REQUIRED ACTION: Return only what lies between the first line of the entries and the line containing "Dump the readable content of this image", both lines included.

DATA FOR REVIEW:

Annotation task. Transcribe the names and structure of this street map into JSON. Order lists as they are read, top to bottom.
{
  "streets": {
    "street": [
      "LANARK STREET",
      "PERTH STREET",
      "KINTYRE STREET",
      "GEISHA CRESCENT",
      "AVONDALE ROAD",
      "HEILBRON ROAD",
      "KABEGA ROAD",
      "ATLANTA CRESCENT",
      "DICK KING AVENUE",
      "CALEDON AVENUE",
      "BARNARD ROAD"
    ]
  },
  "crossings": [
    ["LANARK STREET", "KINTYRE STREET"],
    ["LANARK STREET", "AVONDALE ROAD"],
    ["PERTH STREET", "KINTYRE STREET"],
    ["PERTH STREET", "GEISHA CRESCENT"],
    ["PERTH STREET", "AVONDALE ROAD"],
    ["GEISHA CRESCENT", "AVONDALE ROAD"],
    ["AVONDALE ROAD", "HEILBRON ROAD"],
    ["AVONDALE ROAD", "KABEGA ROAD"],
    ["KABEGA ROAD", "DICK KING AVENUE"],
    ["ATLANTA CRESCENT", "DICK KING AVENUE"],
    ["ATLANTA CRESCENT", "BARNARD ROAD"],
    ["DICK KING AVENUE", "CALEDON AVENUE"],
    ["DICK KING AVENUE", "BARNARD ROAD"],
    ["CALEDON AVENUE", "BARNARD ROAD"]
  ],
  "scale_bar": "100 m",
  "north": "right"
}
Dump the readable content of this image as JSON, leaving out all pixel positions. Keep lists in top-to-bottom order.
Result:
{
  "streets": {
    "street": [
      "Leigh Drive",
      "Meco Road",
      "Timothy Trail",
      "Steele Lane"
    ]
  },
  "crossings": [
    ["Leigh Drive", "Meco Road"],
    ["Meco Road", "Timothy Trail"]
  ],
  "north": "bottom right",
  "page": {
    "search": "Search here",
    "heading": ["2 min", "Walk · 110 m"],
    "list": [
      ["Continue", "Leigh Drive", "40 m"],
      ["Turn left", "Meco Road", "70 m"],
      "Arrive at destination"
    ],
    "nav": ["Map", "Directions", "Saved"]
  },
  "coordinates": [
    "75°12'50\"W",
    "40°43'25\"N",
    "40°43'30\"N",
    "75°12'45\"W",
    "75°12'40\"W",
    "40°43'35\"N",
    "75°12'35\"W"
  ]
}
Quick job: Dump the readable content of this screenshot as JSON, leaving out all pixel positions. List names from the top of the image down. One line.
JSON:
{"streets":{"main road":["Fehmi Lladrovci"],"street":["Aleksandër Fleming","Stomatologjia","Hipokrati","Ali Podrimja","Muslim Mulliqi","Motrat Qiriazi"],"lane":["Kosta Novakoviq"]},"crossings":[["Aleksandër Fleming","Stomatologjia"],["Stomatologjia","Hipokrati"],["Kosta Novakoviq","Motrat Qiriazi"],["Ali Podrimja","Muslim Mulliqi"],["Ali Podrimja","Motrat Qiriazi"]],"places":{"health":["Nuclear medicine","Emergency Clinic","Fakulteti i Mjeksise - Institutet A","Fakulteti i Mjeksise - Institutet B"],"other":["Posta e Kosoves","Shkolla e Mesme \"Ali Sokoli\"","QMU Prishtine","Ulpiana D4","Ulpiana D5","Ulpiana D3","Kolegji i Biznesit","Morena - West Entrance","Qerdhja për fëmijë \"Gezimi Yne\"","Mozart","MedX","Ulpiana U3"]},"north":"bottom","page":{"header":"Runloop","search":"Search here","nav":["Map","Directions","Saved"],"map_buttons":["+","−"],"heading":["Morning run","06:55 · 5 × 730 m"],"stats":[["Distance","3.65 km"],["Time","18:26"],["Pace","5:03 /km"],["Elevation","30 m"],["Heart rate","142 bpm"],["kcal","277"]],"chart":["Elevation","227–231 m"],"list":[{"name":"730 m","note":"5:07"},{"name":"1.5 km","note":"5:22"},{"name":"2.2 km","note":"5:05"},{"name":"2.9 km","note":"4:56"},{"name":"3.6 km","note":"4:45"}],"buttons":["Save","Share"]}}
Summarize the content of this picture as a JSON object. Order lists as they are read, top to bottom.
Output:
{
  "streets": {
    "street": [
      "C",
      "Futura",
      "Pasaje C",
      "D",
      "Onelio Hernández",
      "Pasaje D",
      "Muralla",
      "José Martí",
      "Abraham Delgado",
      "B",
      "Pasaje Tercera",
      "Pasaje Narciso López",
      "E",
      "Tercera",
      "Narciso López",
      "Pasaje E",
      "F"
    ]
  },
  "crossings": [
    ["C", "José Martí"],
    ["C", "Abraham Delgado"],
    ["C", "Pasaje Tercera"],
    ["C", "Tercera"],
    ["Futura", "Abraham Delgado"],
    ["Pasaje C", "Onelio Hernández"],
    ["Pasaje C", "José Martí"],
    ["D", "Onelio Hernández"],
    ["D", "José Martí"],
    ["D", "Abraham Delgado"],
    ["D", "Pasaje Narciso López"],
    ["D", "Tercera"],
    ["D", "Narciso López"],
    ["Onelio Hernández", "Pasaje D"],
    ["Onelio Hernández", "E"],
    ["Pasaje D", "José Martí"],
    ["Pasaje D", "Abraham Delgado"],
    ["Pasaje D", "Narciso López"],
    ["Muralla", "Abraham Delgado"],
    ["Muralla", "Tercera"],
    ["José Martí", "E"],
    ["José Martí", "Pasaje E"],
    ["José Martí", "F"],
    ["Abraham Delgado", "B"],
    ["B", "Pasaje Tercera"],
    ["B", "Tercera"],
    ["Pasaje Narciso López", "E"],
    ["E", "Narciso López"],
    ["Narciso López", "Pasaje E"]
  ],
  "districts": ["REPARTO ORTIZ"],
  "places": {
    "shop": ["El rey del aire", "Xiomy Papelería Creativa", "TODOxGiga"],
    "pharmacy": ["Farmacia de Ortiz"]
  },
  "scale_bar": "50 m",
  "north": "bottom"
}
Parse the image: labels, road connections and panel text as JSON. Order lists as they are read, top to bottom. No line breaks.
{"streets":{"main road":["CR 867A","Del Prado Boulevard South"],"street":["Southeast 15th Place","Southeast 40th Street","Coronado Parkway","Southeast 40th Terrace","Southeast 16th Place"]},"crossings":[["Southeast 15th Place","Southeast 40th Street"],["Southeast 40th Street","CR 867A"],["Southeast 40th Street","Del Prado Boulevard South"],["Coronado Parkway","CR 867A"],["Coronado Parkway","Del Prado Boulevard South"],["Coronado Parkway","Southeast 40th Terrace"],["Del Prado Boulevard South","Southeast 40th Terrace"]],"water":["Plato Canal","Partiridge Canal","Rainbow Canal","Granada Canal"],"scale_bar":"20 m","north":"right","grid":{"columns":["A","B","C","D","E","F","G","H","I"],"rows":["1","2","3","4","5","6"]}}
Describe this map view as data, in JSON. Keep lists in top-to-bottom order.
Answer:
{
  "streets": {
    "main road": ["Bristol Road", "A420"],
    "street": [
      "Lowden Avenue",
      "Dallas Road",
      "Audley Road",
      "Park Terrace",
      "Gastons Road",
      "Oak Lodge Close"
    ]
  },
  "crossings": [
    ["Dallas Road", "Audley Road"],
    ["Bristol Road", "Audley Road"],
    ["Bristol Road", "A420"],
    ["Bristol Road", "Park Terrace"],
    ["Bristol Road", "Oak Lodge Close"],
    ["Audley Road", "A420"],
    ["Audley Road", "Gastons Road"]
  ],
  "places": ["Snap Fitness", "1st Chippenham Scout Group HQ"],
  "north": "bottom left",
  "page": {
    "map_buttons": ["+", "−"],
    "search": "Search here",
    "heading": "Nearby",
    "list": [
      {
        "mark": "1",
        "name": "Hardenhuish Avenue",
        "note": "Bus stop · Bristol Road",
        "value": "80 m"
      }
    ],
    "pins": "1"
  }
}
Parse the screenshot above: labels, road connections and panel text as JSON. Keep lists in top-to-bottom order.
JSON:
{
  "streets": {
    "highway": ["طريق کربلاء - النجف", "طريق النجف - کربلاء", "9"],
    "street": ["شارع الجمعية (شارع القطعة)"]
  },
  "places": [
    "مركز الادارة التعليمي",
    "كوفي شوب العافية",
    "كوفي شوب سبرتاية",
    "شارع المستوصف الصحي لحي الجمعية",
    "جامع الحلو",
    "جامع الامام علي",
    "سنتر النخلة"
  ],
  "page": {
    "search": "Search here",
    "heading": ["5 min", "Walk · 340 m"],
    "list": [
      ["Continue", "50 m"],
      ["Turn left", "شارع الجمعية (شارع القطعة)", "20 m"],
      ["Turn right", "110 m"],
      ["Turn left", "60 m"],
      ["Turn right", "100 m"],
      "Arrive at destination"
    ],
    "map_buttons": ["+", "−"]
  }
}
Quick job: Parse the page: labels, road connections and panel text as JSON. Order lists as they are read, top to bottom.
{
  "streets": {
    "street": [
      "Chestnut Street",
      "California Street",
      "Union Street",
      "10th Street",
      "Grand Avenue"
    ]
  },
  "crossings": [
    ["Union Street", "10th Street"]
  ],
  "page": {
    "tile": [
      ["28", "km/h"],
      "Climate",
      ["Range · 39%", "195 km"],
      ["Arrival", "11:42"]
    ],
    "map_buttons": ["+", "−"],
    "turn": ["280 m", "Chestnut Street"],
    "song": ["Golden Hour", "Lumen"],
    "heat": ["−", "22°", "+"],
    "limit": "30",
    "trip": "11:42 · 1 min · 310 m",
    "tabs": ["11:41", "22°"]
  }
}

EXERCISE RESULT:
Annotation task. Transcribe the names and structure of this street map into JSON. Order lists as they are read, top to bottom.
{
  "streets": {
    "street": [
      "LANARK STREET",
      "PERTH STREET",
      "KINTYRE STREET",
      "GEISHA CRESCENT",
      "AVONDALE ROAD",
      "HEILBRON ROAD",
      "KABEGA ROAD",
      "ATLANTA CRESCENT",
      "DICK KING AVENUE",
      "CALEDON AVENUE",
      "BARNARD ROAD"
    ]
  },
  "crossings": [
    ["LANARK STREET", "KINTYRE STREET"],
    ["LANARK STREET", "AVONDALE ROAD"],
    ["PERTH STREET", "KINTYRE STREET"],
    ["PERTH STREET", "GEISHA CRESCENT"],
    ["PERTH STREET", "AVONDALE ROAD"],
    ["GEISHA CRESCENT", "AVONDALE ROAD"],
    ["AVONDALE ROAD", "HEILBRON ROAD"],
    ["AVONDALE ROAD", "KABEGA ROAD"],
    ["KABEGA ROAD", "DICK KING AVENUE"],
    ["ATLANTA CRESCENT", "DICK KING AVENUE"],
    ["ATLANTA CRESCENT", "BARNARD ROAD"],
    ["DICK KING AVENUE", "CALEDON AVENUE"],
    ["DICK KING AVENUE", "BARNARD ROAD"],
    ["CALEDON AVENUE", "BARNARD ROAD"]
  ],
  "scale_bar": "100 m",
  "north": "right"
}
Dump the readable content of this image as JSON, leaving out all pixel positions. Keep lists in top-to-bottom order.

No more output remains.